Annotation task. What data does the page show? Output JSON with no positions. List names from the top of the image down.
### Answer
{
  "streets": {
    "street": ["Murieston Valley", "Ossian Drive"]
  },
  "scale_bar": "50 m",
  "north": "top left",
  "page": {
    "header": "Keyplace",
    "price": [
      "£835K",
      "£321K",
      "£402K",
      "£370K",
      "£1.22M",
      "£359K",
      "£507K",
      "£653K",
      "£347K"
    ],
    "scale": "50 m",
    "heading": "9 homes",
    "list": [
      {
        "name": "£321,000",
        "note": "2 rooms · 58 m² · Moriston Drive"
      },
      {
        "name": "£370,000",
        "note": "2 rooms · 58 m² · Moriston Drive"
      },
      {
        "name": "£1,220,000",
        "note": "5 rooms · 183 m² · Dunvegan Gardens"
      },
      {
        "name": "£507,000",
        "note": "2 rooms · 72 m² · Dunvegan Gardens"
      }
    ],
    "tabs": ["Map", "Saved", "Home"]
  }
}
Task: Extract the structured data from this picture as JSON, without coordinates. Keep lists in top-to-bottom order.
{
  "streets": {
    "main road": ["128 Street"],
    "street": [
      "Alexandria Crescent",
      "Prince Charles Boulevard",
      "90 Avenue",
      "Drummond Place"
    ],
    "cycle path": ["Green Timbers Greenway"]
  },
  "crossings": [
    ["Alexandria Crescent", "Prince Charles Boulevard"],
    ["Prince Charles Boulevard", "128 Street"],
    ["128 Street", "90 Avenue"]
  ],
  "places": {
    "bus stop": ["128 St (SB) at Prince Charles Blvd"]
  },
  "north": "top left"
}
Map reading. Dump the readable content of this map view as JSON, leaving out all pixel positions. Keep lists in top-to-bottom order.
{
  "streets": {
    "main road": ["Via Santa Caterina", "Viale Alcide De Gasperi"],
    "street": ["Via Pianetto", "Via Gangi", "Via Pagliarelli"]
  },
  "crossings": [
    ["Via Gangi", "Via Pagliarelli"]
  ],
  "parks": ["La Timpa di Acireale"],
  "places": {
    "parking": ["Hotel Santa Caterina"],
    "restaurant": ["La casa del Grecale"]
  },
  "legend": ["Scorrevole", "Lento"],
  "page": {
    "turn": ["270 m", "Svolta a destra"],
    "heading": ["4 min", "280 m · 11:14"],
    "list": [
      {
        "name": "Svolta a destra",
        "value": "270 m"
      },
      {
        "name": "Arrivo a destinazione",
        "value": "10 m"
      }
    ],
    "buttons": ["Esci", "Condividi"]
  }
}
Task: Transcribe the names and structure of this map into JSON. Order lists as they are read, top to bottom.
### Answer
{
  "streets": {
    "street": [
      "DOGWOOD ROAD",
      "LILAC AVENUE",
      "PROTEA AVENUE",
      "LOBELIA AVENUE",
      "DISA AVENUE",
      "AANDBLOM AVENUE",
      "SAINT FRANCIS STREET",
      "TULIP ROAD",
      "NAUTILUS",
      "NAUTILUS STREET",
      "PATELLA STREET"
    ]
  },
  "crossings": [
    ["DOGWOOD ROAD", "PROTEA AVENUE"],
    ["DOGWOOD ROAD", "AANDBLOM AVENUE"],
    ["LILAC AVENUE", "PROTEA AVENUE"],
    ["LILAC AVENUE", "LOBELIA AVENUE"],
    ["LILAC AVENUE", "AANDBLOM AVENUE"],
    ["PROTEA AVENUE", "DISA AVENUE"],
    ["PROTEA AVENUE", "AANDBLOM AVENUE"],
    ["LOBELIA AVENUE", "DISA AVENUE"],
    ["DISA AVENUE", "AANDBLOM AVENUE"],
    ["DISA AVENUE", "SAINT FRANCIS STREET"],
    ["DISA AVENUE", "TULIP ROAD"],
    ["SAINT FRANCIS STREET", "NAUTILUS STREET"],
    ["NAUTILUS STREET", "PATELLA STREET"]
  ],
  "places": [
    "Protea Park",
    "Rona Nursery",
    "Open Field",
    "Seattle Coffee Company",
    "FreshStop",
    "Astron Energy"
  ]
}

# Exercise objective
In the material above, find every line with the word "Alexandria" and show it.

# Exercise solution
      "Alexandria Crescent",
    ["Alexandria Crescent", "Prince Charles Boulevard"],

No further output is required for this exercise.